- _Task details_: Search the entries below for "bottom", and copy each line where it appears.
─── Information provided
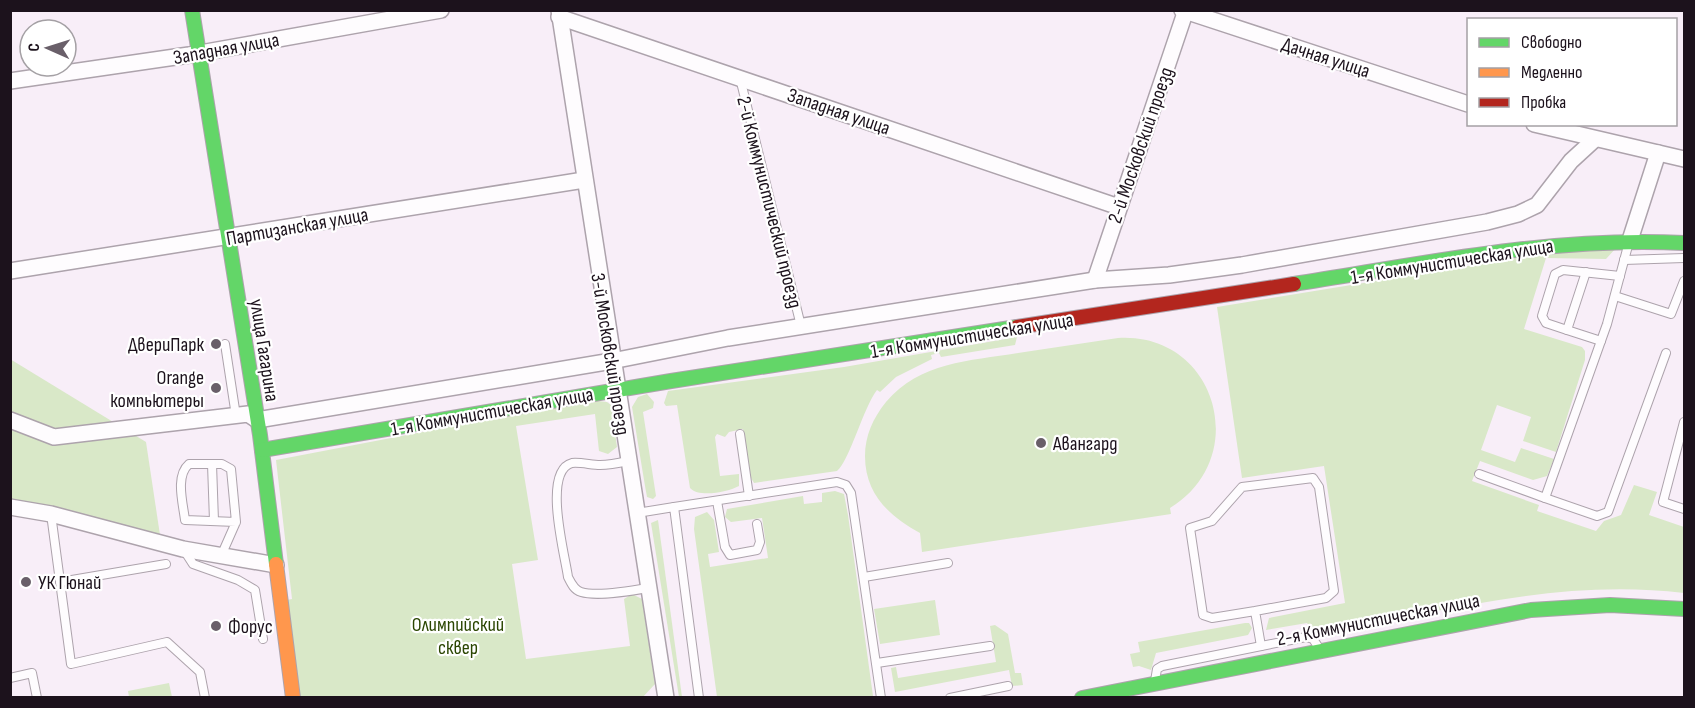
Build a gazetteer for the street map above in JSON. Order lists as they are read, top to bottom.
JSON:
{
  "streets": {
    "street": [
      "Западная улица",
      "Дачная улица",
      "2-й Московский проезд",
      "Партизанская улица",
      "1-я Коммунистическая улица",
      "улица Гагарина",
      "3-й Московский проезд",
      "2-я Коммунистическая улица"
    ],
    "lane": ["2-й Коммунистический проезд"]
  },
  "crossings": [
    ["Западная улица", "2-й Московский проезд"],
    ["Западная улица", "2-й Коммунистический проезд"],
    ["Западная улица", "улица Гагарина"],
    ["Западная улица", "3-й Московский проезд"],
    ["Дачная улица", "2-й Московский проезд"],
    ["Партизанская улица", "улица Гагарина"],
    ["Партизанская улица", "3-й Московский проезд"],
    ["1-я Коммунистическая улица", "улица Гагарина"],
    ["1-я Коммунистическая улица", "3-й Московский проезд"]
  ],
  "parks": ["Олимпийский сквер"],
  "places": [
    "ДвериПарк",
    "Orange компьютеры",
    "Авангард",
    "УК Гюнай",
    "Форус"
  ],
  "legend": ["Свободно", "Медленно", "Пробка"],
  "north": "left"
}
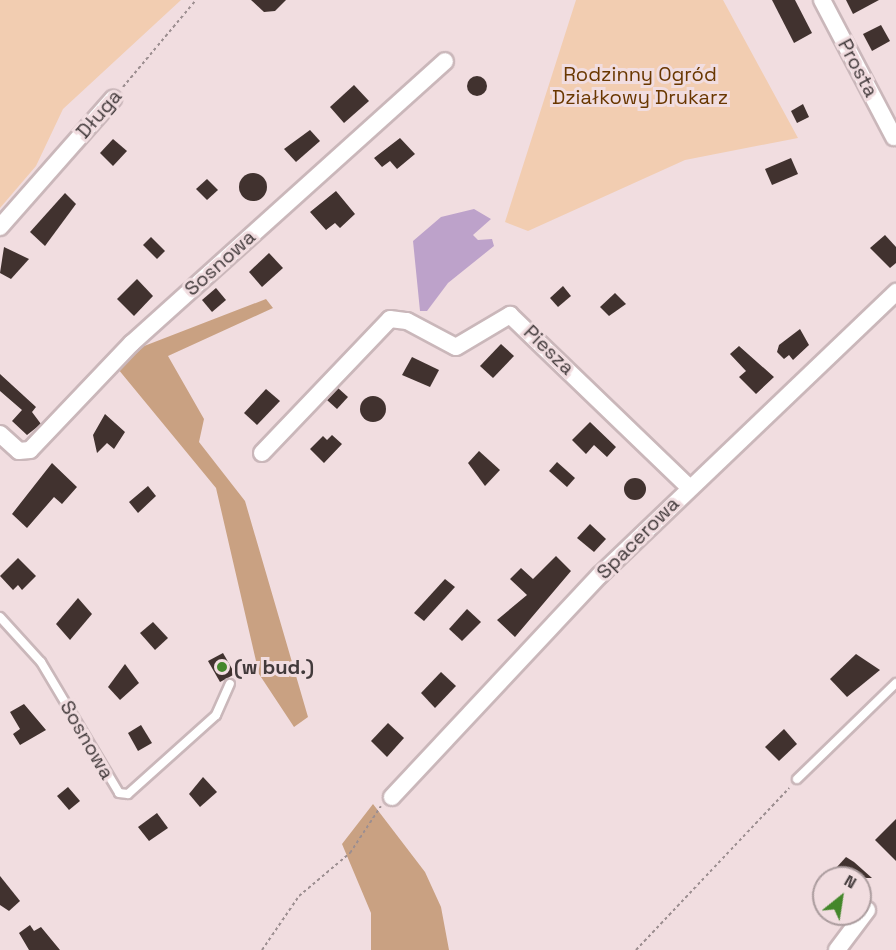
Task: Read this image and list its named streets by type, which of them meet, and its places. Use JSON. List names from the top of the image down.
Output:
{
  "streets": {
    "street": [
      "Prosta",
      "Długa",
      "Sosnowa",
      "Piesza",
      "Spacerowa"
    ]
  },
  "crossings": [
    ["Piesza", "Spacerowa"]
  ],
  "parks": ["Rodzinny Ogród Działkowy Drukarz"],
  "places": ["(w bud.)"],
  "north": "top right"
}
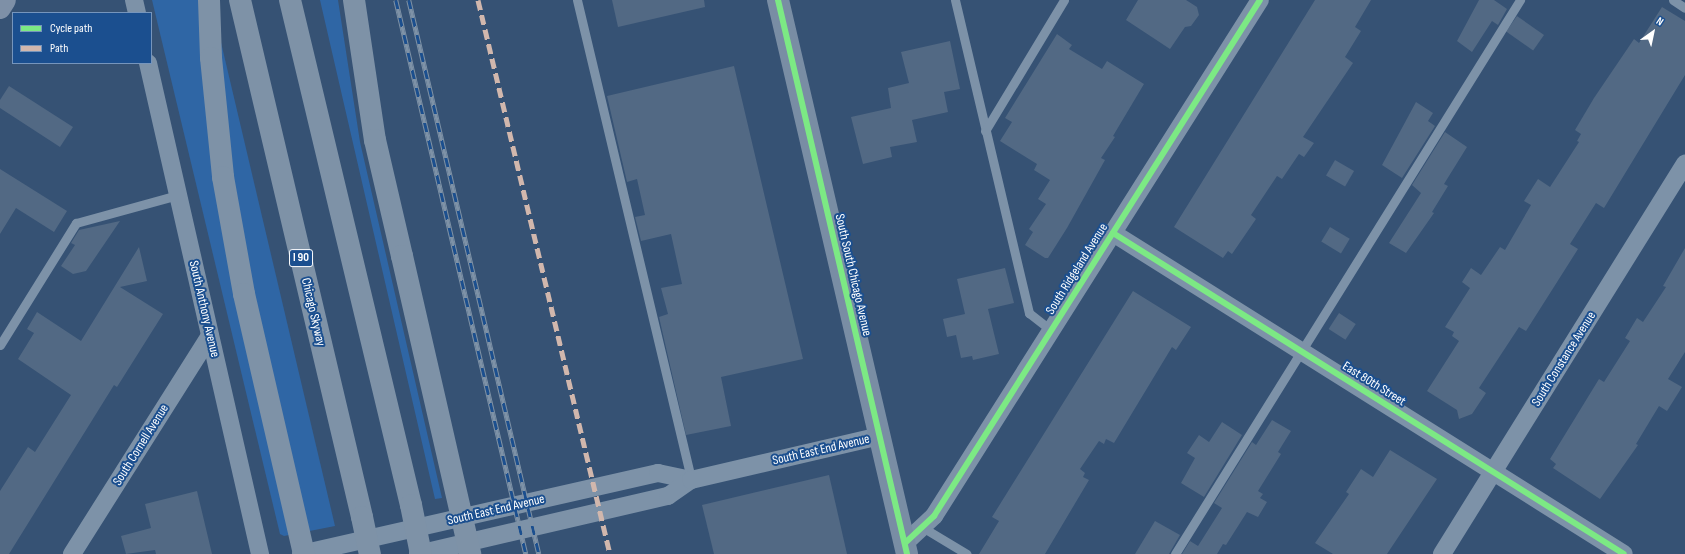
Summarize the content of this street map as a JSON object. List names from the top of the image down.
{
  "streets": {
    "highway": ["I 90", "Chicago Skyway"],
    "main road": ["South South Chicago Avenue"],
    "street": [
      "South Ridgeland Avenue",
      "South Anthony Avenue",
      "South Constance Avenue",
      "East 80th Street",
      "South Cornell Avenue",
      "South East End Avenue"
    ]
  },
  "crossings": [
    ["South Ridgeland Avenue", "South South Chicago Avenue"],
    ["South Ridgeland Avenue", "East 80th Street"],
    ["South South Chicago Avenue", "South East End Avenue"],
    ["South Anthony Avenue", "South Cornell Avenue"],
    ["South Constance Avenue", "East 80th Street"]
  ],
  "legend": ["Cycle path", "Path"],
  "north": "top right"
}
──────
─── Information provided
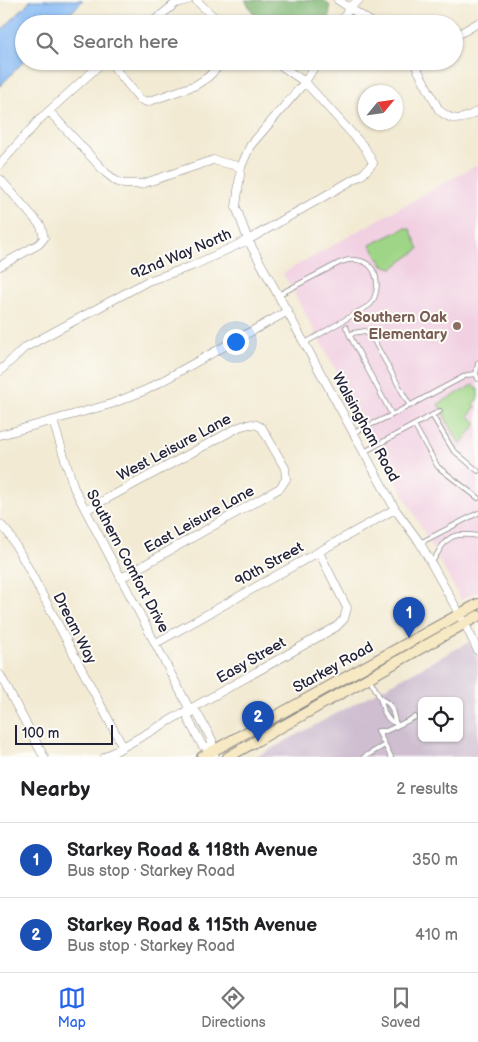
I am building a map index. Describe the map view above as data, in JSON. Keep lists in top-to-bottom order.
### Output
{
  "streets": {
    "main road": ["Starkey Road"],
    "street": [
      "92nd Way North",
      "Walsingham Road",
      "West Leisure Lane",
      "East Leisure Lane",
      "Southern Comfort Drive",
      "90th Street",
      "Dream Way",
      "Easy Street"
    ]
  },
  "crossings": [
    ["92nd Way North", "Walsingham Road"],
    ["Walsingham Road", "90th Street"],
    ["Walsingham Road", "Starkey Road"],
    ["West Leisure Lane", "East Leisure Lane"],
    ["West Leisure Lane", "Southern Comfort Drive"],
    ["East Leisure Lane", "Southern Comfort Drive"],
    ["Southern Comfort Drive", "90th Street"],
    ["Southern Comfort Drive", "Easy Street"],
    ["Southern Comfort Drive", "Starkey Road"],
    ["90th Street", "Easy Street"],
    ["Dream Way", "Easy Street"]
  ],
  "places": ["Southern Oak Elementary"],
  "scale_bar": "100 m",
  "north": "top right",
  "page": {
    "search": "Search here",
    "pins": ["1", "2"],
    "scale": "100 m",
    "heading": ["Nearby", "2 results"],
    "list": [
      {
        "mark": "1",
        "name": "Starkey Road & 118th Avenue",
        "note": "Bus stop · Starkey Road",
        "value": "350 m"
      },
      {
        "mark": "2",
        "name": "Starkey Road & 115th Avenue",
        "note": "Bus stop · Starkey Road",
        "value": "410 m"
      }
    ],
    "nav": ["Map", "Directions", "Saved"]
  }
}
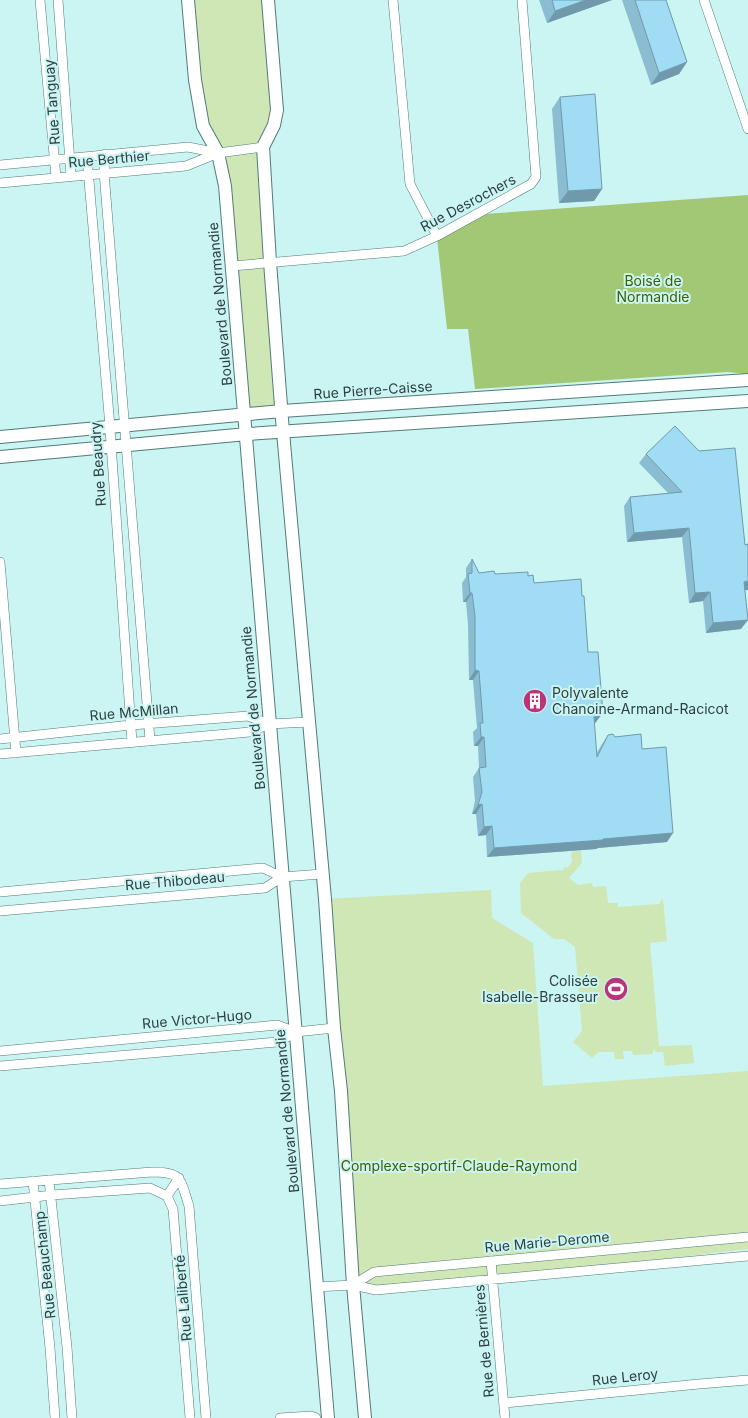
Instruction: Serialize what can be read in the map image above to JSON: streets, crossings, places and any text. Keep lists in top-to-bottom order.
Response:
──────
- _Response to this task_:
Build a gazetteer for the street map above in JSON. Order lists as they are read, top to bottom.
I am building a map index. Describe the map view above as data, in JSON. Keep lists in top-to-bottom order.
Instruction: Serialize what can be read in the map image above to JSON: streets, crossings, places and any text. Keep lists in top-to-bottom order.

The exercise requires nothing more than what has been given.